Pedro Castillo está perdido
El presidente Pedro Castillo se ha perdido al quitarse el sombrero. La hipótesis de este artículo es que el sombrero era la principal forma política, y simbólica, de Castillo; y, que, al quitárselo no sólo ha perdido el peso de un kilo de palma y veinte centímetros de estatura, sino que se ha perdido él mismo. Se trata de un caso único, en el cual un sombrero constituyó la unidad estructurante de las orientaciones afectivas y hasta evaluativas de una sociedad respecto de su presidente. En verdad, la omnipotencia del sombrero de Castillo prueba que, entre nosotros, casi cualquier objeto puede ser un símbolo político. Ernst Cassirer, en Filosofía de las formas simbólicas, como en toda su antropología filosófica y política, sustenta que “El hombre no vive en un puro universo físico, sino en un universo simbólico”. Nuestro filósofo, icónico para entender al ser peruano como simbólico, es kantiano. Pero, en mi versión política es realista simbólico, en el sentido de que este “universo simbólico” (conformado por el sombrero como arte y objeto político, como mito y símbolo presidencial) se instala entre el “sistema efector” y el “sistema receptor”. La propuesta cassireriana sobrepasa a la racionalidad como abarcadora de la vida cultural; inclusive, contiene a las formas puras de la intuición sensible como las principales organizadoras de la realidad simbólica. El hombre resulta ser primero homo simbolicus, y luego homo sapiens. Del sombrero de Castillo, como objeto político, se puede decir que tuvo como dimensiones esenciales “que sea” y “que sea tal”. Durante el tiempo del ensombrerado Castillo, la lógica fue la siguiente: El sombrero legitimó a Castillo, en tanto que el objeto político legitimó al político.

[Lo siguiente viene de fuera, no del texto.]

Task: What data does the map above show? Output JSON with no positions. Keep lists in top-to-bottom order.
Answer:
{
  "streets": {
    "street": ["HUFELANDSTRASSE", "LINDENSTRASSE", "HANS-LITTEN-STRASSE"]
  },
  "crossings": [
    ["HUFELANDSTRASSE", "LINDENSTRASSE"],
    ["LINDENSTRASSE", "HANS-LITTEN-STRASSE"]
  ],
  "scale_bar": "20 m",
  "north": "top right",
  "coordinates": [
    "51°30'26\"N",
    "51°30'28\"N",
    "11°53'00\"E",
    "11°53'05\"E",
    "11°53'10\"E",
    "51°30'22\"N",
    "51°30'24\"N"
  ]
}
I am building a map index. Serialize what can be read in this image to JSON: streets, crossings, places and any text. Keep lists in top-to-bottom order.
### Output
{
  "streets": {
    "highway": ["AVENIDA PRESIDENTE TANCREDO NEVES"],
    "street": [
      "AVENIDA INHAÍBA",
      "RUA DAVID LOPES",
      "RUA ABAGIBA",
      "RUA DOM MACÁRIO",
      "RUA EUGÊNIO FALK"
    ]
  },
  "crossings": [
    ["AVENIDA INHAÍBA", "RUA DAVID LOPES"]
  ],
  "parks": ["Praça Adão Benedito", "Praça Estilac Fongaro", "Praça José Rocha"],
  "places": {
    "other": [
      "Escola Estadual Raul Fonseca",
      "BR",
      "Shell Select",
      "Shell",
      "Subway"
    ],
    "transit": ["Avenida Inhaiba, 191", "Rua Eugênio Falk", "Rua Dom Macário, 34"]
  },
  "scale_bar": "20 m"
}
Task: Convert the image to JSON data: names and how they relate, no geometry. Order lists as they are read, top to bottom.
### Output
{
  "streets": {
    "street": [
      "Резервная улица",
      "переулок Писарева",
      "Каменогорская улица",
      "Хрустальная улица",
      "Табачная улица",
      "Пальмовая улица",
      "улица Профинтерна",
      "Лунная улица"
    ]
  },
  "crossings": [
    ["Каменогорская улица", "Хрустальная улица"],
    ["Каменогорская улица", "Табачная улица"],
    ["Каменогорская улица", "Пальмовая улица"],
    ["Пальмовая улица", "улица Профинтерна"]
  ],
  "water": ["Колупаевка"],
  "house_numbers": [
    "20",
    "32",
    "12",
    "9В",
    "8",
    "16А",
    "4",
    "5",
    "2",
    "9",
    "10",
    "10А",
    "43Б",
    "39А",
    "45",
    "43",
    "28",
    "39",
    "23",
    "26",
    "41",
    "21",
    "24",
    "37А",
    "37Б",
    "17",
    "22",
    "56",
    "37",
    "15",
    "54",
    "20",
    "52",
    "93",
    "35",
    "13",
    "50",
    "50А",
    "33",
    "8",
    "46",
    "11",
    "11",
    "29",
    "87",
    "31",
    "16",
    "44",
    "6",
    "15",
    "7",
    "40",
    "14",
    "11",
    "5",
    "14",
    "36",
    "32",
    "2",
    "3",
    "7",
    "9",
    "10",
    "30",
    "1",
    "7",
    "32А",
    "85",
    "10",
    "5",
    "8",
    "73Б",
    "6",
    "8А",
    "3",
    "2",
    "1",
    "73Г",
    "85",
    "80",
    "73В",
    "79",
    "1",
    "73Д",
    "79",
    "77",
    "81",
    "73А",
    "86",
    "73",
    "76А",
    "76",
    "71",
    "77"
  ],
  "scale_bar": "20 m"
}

Castillo se pierde, se invisibiliza, sin sombrero. Simbólicamente, Castillo era un sombrero y nada más, como candidato y como presidente. Es decir: Castillo no poseía una prenda en la cabeza, sino que la prenda lo poseía, lo abducía, lo contenía a él. Si es así, al despojarse del sombrero se ha despojado de su forma política, pues los peruanos no lo reconocen porque su cuerpo no lo representa. La desaparición simbólica del presidente dentro de un sombrero es sui generis en un país cuya tradición política es inmensamente antropomórfica. Con todo, el peruano tiene una gran capacidad para simbolizar. Max Weber diría que Castillo tiene el extraño carisma del objeto. Tal vez por algún misterio, no tiene presencia propia. Él está naturalmente limitado a la forma del fetiche que cubre o encubre su cuerpo hasta hacerlo desaparecer: Ahí están, entre otros, el liqui liqui y la cushma. Castillo no tiene palabra, imagen, ni algún símbolo propio. De modo que en Castillo el sombrero era emisor y mensaje a la vez, al extremo de que éste no sólo le completaba el texto, sino que hablaba por él. Es más: El sombrero se convirtió en el símbolo semántico más importante del presidente, inclusive más que la banda presidencial y el bastón de mando. Castillo se relaciona cassirerianamente con la sociedad. Incluso, al quitarse el sombrero se muestra como hombre “de dos mundos”, pues abandona la sobrevaloración del universo subjetivo para situarse en la infravaloración del universo objetivo. La legitimidad del sombrero es inconmensurable con la ilegitimidad de su cabeza. Se ha quitado el sombrero en la búsqueda de una nueva imagen, pero ha caído en la pérdida absoluta de su capital simbólico. Peor aún: Castillo, como presidente perdido, ha dejado de personificar la nación, para quedar únicamente como presidente suscriptor de actos administrativos. Es que un sombrero sólo podría parir un presidente tullido, y perdido.